**TASK DESCRIPTION**
Write the data out again so that it matches word for word.

**RECORDED DATA**
******
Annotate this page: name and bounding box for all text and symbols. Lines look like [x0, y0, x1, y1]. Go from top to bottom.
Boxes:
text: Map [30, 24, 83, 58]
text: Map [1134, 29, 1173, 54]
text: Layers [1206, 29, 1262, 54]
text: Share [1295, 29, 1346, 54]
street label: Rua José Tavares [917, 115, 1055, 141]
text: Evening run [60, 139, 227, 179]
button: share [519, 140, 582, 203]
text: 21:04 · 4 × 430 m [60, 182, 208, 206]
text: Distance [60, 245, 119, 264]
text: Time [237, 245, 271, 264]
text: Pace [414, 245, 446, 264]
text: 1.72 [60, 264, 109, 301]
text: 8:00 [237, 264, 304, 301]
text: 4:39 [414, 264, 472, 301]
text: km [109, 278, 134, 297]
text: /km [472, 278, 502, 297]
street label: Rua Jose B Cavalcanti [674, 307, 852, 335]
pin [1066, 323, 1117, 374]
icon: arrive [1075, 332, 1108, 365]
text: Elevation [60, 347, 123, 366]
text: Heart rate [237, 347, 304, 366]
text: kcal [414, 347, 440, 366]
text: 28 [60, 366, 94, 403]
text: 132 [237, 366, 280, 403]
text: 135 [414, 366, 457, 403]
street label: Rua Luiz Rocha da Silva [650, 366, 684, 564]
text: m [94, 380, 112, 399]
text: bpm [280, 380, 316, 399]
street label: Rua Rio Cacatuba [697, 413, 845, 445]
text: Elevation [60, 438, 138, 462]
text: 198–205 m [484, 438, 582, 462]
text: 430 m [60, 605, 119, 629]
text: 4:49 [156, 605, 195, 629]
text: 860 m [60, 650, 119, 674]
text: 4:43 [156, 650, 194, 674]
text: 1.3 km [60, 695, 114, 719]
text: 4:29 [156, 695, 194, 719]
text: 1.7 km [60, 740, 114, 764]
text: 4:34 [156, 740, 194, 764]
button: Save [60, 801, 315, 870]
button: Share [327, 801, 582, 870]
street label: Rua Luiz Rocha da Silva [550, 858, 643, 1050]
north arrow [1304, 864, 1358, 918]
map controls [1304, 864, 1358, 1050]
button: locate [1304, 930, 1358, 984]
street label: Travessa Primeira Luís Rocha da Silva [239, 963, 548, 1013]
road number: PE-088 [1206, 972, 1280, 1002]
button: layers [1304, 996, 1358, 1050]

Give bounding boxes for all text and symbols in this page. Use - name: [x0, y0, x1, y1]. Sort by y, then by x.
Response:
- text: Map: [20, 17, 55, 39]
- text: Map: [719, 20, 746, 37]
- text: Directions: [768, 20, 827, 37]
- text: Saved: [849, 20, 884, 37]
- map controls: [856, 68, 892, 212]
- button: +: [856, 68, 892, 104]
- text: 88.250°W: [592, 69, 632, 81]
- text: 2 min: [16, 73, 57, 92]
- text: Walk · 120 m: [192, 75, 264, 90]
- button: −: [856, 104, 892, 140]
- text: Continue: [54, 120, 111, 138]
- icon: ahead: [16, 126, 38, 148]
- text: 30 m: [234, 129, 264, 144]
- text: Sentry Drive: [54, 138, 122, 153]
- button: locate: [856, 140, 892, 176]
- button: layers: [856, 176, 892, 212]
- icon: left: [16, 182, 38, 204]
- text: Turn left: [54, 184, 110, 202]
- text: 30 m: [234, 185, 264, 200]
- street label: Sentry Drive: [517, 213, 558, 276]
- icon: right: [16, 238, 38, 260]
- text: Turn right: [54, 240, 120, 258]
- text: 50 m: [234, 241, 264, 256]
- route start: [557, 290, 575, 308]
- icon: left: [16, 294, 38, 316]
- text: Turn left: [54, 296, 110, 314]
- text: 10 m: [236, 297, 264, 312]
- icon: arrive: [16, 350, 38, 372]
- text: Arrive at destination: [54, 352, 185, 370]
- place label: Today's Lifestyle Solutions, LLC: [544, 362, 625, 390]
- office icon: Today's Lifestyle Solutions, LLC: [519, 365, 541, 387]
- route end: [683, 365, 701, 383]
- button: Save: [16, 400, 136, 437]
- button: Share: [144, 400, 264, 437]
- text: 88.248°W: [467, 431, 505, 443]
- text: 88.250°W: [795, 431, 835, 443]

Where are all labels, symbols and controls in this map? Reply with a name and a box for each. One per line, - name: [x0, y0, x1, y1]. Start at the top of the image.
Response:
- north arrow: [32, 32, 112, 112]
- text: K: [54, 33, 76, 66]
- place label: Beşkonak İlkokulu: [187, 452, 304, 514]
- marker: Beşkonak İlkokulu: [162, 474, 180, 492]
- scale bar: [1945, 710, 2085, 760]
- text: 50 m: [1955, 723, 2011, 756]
******
**TASK OUTPUT**
Annotate this page: name and bounding box for all text and symbols. Lines look like [x0, y0, x1, y1]. Go from top to bottom.
Boxes:
text: Map [30, 24, 83, 58]
text: Map [1134, 29, 1173, 54]
text: Layers [1206, 29, 1262, 54]
text: Share [1295, 29, 1346, 54]
street label: Rua José Tavares [917, 115, 1055, 141]
text: Evening run [60, 139, 227, 179]
button: share [519, 140, 582, 203]
text: 21:04 · 4 × 430 m [60, 182, 208, 206]
text: Distance [60, 245, 119, 264]
text: Time [237, 245, 271, 264]
text: Pace [414, 245, 446, 264]
text: 1.72 [60, 264, 109, 301]
text: 8:00 [237, 264, 304, 301]
text: 4:39 [414, 264, 472, 301]
text: km [109, 278, 134, 297]
text: /km [472, 278, 502, 297]
street label: Rua Jose B Cavalcanti [674, 307, 852, 335]
pin [1066, 323, 1117, 374]
icon: arrive [1075, 332, 1108, 365]
text: Elevation [60, 347, 123, 366]
text: Heart rate [237, 347, 304, 366]
text: kcal [414, 347, 440, 366]
text: 28 [60, 366, 94, 403]
text: 132 [237, 366, 280, 403]
text: 135 [414, 366, 457, 403]
street label: Rua Luiz Rocha da Silva [650, 366, 684, 564]
text: m [94, 380, 112, 399]
text: bpm [280, 380, 316, 399]
street label: Rua Rio Cacatuba [697, 413, 845, 445]
text: Elevation [60, 438, 138, 462]
text: 198–205 m [484, 438, 582, 462]
text: 430 m [60, 605, 119, 629]
text: 4:49 [156, 605, 195, 629]
text: 860 m [60, 650, 119, 674]
text: 4:43 [156, 650, 194, 674]
text: 1.3 km [60, 695, 114, 719]
text: 4:29 [156, 695, 194, 719]
text: 1.7 km [60, 740, 114, 764]
text: 4:34 [156, 740, 194, 764]
button: Save [60, 801, 315, 870]
button: Share [327, 801, 582, 870]
street label: Rua Luiz Rocha da Silva [550, 858, 643, 1050]
north arrow [1304, 864, 1358, 918]
map controls [1304, 864, 1358, 1050]
button: locate [1304, 930, 1358, 984]
street label: Travessa Primeira Luís Rocha da Silva [239, 963, 548, 1013]
road number: PE-088 [1206, 972, 1280, 1002]
button: layers [1304, 996, 1358, 1050]

Give bounding boxes for all text and symbols in this page. Use - name: [x0, y0, x1, y1]. Sort by y, then by x.
Response:
- text: Map: [20, 17, 55, 39]
- text: Map: [719, 20, 746, 37]
- text: Directions: [768, 20, 827, 37]
- text: Saved: [849, 20, 884, 37]
- map controls: [856, 68, 892, 212]
- button: +: [856, 68, 892, 104]
- text: 88.250°W: [592, 69, 632, 81]
- text: 2 min: [16, 73, 57, 92]
- text: Walk · 120 m: [192, 75, 264, 90]
- button: −: [856, 104, 892, 140]
- text: Continue: [54, 120, 111, 138]
- icon: ahead: [16, 126, 38, 148]
- text: 30 m: [234, 129, 264, 144]
- text: Sentry Drive: [54, 138, 122, 153]
- button: locate: [856, 140, 892, 176]
- button: layers: [856, 176, 892, 212]
- icon: left: [16, 182, 38, 204]
- text: Turn left: [54, 184, 110, 202]
- text: 30 m: [234, 185, 264, 200]
- street label: Sentry Drive: [517, 213, 558, 276]
- icon: right: [16, 238, 38, 260]
- text: Turn right: [54, 240, 120, 258]
- text: 50 m: [234, 241, 264, 256]
- route start: [557, 290, 575, 308]
- icon: left: [16, 294, 38, 316]
- text: Turn left: [54, 296, 110, 314]
- text: 10 m: [236, 297, 264, 312]
- icon: arrive: [16, 350, 38, 372]
- text: Arrive at destination: [54, 352, 185, 370]
- place label: Today's Lifestyle Solutions, LLC: [544, 362, 625, 390]
- office icon: Today's Lifestyle Solutions, LLC: [519, 365, 541, 387]
- route end: [683, 365, 701, 383]
- button: Save: [16, 400, 136, 437]
- button: Share: [144, 400, 264, 437]
- text: 88.248°W: [467, 431, 505, 443]
- text: 88.250°W: [795, 431, 835, 443]

Where are all labels, symbols and controls in this map? Reply with a name and a box for each. One per line, - name: [x0, y0, x1, y1]. Start at the top of the image.
Response:
- north arrow: [32, 32, 112, 112]
- text: K: [54, 33, 76, 66]
- place label: Beşkonak İlkokulu: [187, 452, 304, 514]
- marker: Beşkonak İlkokulu: [162, 474, 180, 492]
- scale bar: [1945, 710, 2085, 760]
- text: 50 m: [1955, 723, 2011, 756]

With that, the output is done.